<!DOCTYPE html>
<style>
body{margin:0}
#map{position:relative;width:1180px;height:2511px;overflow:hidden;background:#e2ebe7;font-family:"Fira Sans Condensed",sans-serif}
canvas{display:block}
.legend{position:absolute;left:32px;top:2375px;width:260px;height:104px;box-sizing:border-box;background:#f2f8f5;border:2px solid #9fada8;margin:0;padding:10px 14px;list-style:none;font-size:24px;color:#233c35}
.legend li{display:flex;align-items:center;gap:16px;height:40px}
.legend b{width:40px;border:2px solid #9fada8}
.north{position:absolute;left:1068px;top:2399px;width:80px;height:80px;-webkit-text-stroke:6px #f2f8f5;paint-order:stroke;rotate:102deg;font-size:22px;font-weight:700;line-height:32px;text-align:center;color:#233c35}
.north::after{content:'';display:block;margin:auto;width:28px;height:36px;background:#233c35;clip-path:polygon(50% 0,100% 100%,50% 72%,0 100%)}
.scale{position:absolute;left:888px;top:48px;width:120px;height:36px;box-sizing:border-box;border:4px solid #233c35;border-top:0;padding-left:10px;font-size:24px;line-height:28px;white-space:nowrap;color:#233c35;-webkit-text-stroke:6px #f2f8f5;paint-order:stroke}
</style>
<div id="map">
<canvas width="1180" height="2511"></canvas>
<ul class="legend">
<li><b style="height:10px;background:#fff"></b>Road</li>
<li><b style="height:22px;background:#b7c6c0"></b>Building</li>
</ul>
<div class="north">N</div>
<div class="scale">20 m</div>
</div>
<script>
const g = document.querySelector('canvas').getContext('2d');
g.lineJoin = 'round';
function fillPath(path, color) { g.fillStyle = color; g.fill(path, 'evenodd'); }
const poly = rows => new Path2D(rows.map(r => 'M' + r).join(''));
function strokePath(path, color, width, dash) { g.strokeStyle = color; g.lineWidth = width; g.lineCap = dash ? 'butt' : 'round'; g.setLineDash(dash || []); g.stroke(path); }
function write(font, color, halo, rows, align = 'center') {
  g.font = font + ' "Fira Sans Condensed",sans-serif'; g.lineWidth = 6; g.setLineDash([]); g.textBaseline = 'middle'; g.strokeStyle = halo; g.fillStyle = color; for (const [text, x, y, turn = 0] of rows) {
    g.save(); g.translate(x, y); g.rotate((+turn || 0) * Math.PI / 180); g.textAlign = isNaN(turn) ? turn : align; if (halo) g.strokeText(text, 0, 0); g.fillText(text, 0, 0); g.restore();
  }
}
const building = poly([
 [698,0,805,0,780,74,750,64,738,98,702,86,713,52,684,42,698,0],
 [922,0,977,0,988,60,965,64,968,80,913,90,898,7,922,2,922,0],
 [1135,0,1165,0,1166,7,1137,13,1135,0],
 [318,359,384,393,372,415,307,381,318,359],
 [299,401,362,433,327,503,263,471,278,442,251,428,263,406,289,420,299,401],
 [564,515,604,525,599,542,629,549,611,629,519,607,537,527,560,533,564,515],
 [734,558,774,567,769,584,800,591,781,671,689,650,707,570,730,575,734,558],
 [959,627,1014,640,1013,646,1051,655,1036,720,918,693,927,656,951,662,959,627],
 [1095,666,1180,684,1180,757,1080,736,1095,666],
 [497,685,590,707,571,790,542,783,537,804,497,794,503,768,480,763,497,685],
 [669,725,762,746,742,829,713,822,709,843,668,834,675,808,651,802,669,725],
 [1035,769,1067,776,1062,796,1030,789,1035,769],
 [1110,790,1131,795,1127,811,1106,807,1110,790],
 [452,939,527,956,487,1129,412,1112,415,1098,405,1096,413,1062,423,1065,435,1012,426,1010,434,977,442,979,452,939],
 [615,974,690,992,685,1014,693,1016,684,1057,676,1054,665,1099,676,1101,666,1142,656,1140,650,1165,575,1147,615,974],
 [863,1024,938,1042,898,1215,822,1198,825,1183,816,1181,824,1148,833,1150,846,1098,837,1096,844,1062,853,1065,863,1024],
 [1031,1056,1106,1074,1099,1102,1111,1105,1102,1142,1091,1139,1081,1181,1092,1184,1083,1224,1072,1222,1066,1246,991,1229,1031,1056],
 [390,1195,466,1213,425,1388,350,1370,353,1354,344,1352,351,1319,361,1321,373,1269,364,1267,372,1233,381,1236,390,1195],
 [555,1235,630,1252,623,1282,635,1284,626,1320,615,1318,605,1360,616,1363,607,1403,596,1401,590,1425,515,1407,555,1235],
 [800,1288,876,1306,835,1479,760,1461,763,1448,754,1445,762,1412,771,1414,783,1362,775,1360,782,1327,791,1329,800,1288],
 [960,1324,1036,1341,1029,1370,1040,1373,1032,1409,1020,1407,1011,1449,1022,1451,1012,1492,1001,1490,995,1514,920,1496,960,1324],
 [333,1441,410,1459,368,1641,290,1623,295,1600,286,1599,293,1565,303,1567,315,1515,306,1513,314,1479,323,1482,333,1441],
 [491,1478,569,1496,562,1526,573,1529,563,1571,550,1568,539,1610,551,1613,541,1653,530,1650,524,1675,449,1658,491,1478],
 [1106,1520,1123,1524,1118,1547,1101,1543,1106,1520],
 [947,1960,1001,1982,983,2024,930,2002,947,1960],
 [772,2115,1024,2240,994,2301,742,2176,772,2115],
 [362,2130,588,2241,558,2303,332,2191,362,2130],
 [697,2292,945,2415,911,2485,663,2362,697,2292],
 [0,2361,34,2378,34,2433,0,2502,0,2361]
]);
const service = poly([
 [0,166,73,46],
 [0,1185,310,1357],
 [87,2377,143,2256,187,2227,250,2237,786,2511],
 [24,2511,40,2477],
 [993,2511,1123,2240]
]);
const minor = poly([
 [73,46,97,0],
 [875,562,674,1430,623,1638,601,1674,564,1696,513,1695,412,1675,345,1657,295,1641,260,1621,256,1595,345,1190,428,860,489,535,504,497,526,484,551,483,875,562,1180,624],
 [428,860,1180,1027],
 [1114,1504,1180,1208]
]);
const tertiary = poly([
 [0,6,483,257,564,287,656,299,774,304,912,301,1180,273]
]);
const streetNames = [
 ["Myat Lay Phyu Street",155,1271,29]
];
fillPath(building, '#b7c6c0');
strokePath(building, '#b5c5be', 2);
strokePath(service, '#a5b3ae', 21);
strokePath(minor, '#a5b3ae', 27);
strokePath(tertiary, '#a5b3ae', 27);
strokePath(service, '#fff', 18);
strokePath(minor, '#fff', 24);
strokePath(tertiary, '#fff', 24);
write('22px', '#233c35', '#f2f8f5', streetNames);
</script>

----

REQUIRED ACTION:
In the records above, find each line with the string "fillStyle" and list it.

RESPONSE TO THIS TASK:
function fillPath(path, color) { g.fillStyle = color; g.fill(path, 'evenodd'); }
  g.font = font + ' "Fira Sans Condensed",sans-serif'; g.lineWidth = 6; g.setLineDash([]); g.textBaseline = 'middle'; g.strokeStyle = halo; g.fillStyle = color; for (const [text, x, y, turn = 0] of rows) {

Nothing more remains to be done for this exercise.